Padahal waktu itu aku sudah mendapat pekerjaan baru. Mendapat tawaran sekolah tinggi yang kutolak
mentah-mentah karena aku sudah kehilangan selera. Ah, yang namanya kecewa itu ya memang
demikian. Tidak mampu berpikir panjang
untuk sesuatu yang mungkin akan terlihat lebih terang dan indah.
Dan akhirnya aku memang dipanggil lagi. Di jalan yang berbeda tapi dengan tujuan yang
sama. Panggilan yang lebih rumit dan
serba complicated. Panggilan untuk hidup berkeluarga dan menjadi
tiang penyanggah gereja. Membentuk
gereja kecil di rumah. Berbaur dengan
keluarga-keluarga kecil lainnya untuk mengetahui gambaran panggilan ini seperti
apa. Ternyata mau berkeluarga atau tidak
berkeluarga, yang namanya panggilan itu sama rumitnya. Harus ada komitmen. Harus konsisten. Harus mau berkurban apa pun cara dan
bentuknya. Semua bermuara ke arah yang
sama. Jadi kurasa keluh kesahku dulu
hanyalah sia-sia.
Sekarang ini, karena terlalu asyik
dengan panggilan ini dan panggilan itu, sampai-sampai aku merasa stagnan.
Merasa berjalan di tempat.

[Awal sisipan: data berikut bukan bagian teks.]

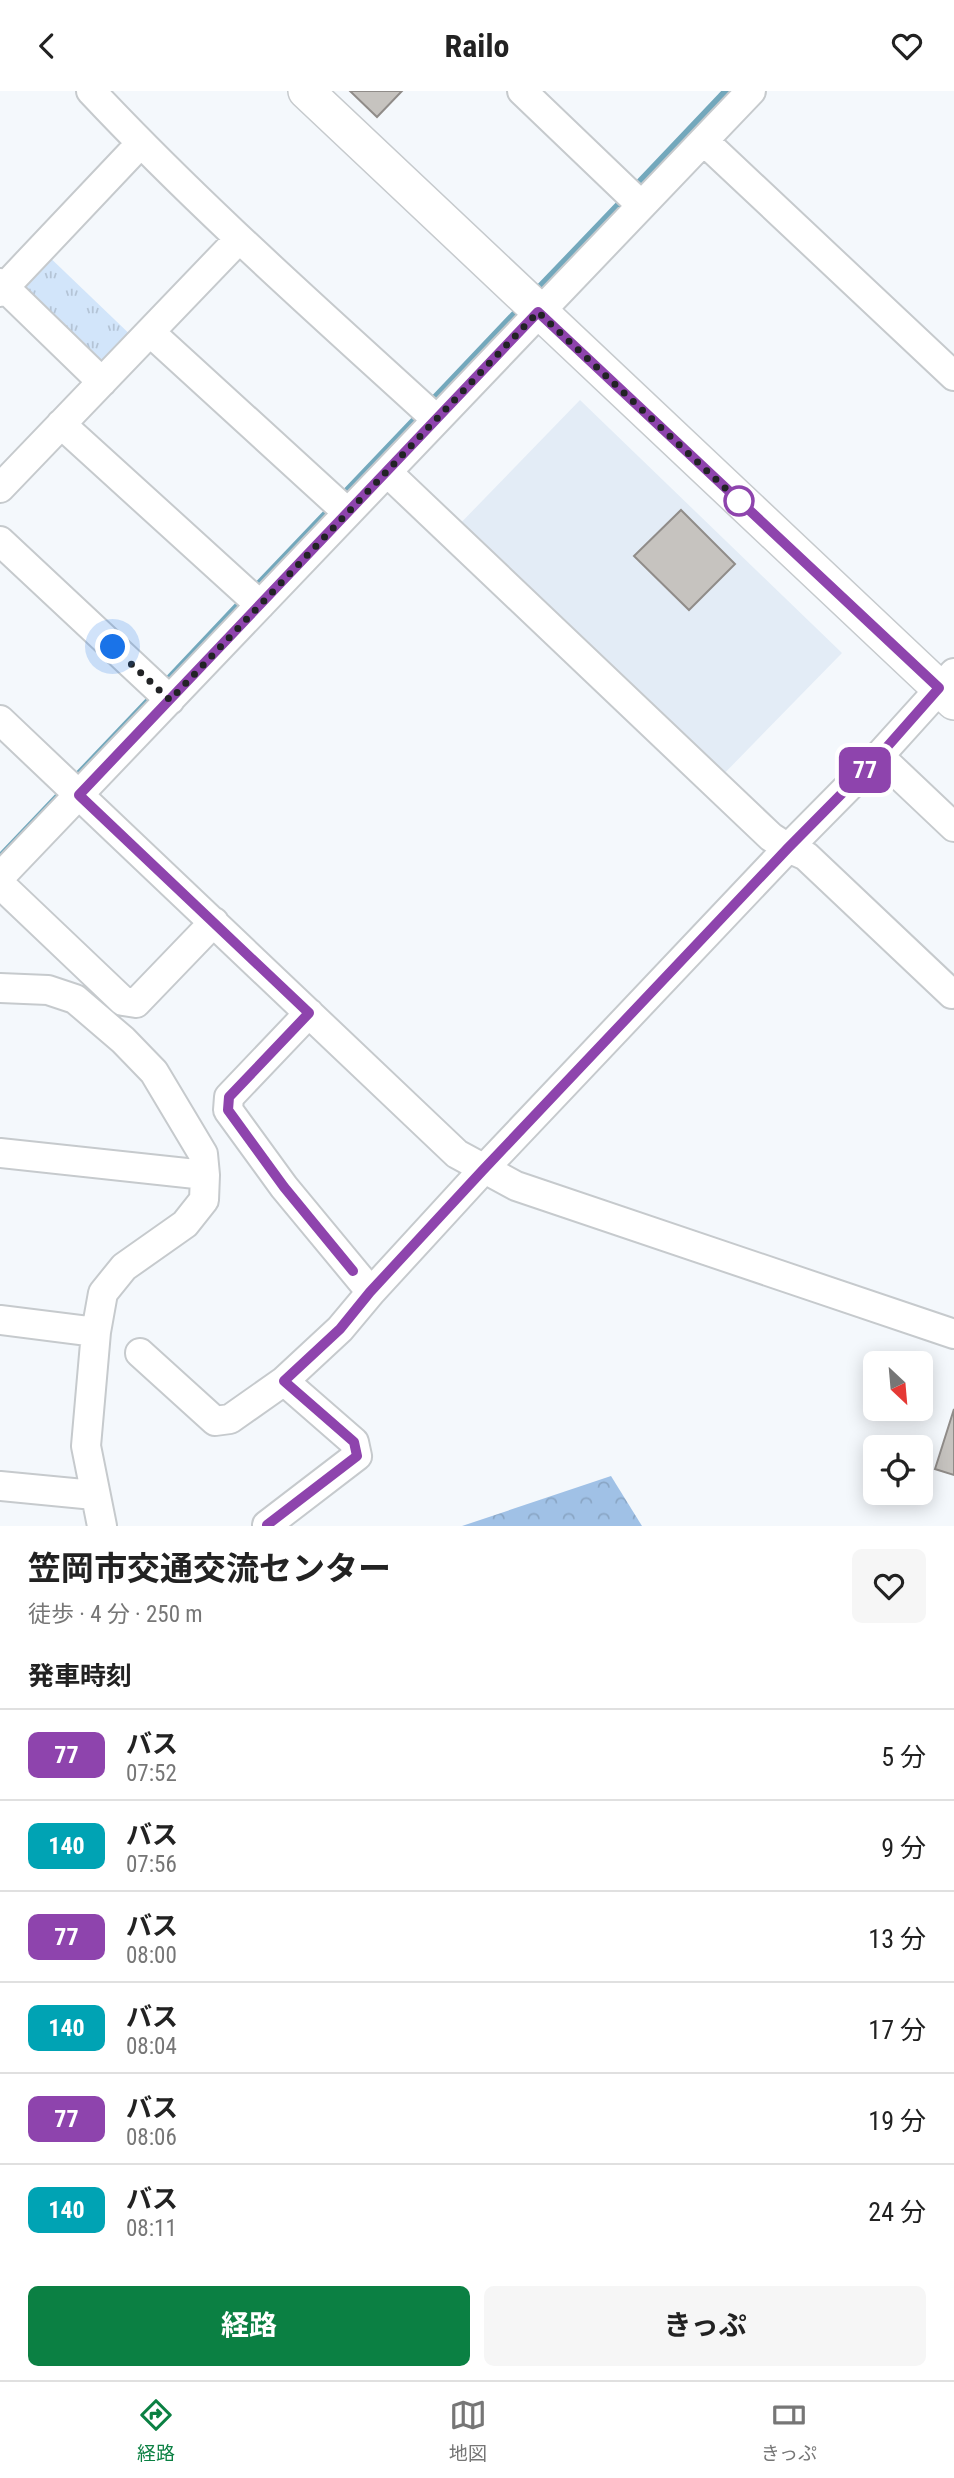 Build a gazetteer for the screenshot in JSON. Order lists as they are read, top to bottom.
{
  "lines": ["bus line 77"],
  "north": "bottom right",
  "page": {
    "header": "Railo",
    "on_map": "77",
    "heading": [
      ["笠岡市交通交流センター", "徒歩 · 4 分 · 250 m"],
      "発車時刻"
    ],
    "list": [
      {
        "mark": "77",
        "name": "バス",
        "note": "07:52",
        "value": "5 分"
      },
      {
        "mark": "140",
        "name": "バス",
        "note": "07:56",
        "value": "9 分"
      },
      {
        "mark": "77",
        "name": "バス",
        "note": "08:00",
        "value": "13 分"
      },
      {
        "mark": "140",
        "name": "バス",
        "note": "08:04",
        "value": "17 分"
      },
      {
        "mark": "77",
        "name": "バス",
        "note": "08:06",
        "value": "19 分"
      },
      {
        "mark": "140",
        "name": "バス",
        "note": "08:11",
        "value": "24 分"
      }
    ],
    "buttons": ["経路", "きっぷ"],
    "tabs": ["経路", "地図", "きっぷ"]
  }
}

Aku berusaha untuk membantu perkembangan iman
orang lain, sementara imanku sendiri megap-megap. Seperti orang yang tengah sekarat dan
kehabisan udara untuk bernafas. Aku
berusaha untuk menjalani hidup sesuai yang seharusnya, menurutku, tapi semakin
lama terasa semakin ingin melarikan diri.

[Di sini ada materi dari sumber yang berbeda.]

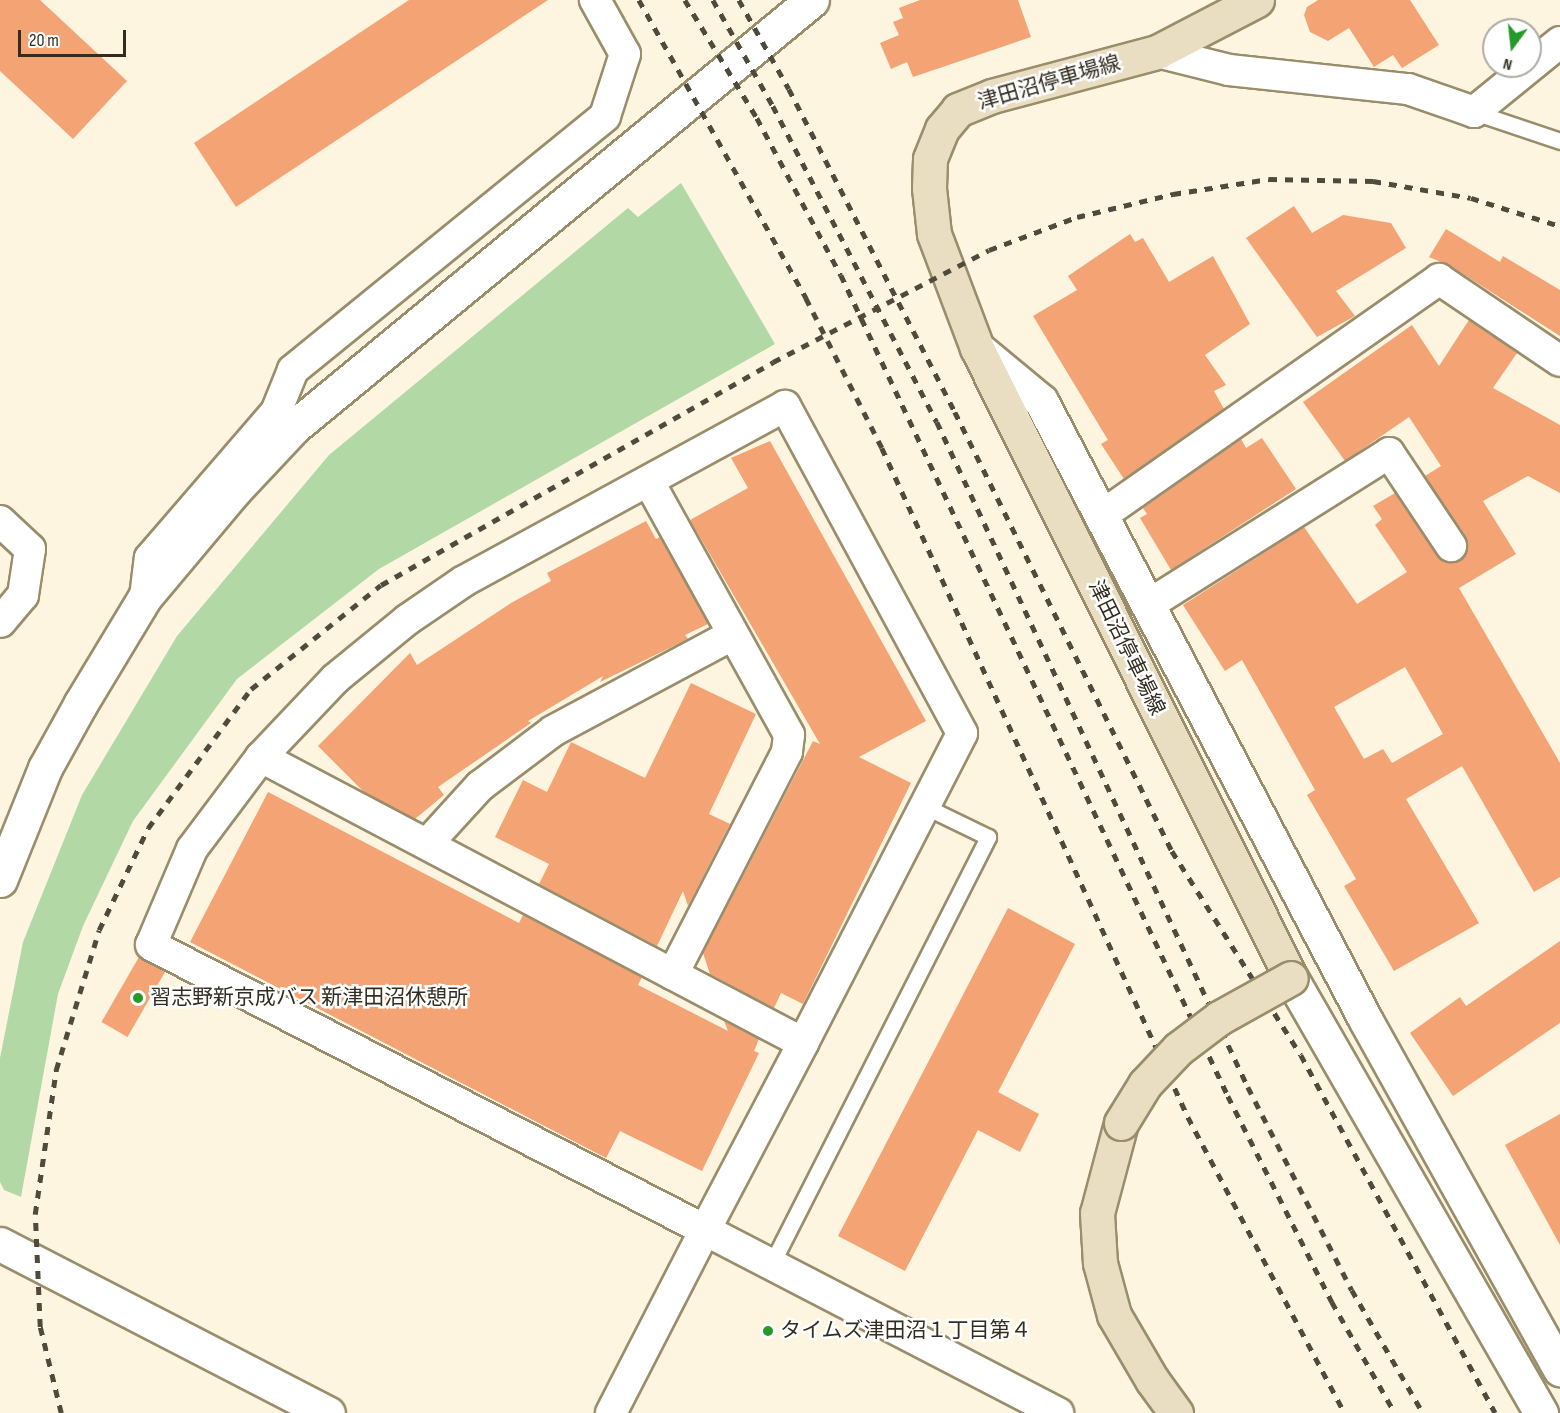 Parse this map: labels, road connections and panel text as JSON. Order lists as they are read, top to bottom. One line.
{"streets":{"main road":["津田沼停車場線"]},"places":["習志野新京成バス 新津田沼休憩所","タイムズ津田沼１丁目第４"],"scale_bar":"20 m","north":"bottom"}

Pengin escape. Kabur dari segala keriuhan hari dan banyaknya
kegiatan. Tapi itulah, semakin aku ingin
menghilang semakin kuat Tuhan berteriak memanggilku. Mungkin Tuhan tidak mau aku hilang seperti
dulu-dulu.
Tiba-tiba saja aku merindukan
Gedono. Merindukan keheningan. Merindukan malam kelam dan datangnya fajar
dengan diiringi denting embun di dedaunan.
Merindukan bekunya tubuh karena berbasuh air pegunungan. Hanya untuk sekedar supaya mata ini terbuka
dan tidak terkantuk semata. Ah, kapankah
lagi aku bisa mewujudkan mimpiku? Adakah
Tuhan memang menungguku di tempat-tempat seperti itu? Tapi bukankah Dia pun sering kutemukan di
berbagai tempat yang riuh rendah dan penuh dengan canda tawa? Ah, Tuhan.

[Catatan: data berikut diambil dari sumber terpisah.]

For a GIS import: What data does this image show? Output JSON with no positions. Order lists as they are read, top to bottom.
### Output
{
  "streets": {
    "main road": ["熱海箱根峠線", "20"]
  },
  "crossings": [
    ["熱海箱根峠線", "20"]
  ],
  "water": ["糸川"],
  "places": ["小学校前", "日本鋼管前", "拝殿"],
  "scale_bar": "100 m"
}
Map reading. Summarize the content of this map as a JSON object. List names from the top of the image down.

PanggilanMu terkadang sungguh membingungkan. Membuatku terasa seperti mati segan hidup tak
mau.
Meskipun panggilan Tuhan itu sering
membingungkan, aku berusaha untuk tidak menyerah. Tidak boleh menyerah. Harus belajar untuk menata ulang hidup. Belajar untuk menata rasa pelan-pelan. Meskipun situasi dan kondisi seringkali tidak
mendukung, kembali ke keheningan sekali-kali kurasa tidaklah menyakitkan. Bisa jadi itu obat yang menyembuhkan. Meditasi, kontemplasi, membaca lagi, adalah
berbagai macam cara panggilan yang harus dirayakan, bukan untuk ditinggal
minggat. Tuhan, tolong topang aku,
karena sungguh aku tak mampu berjalan sendirian!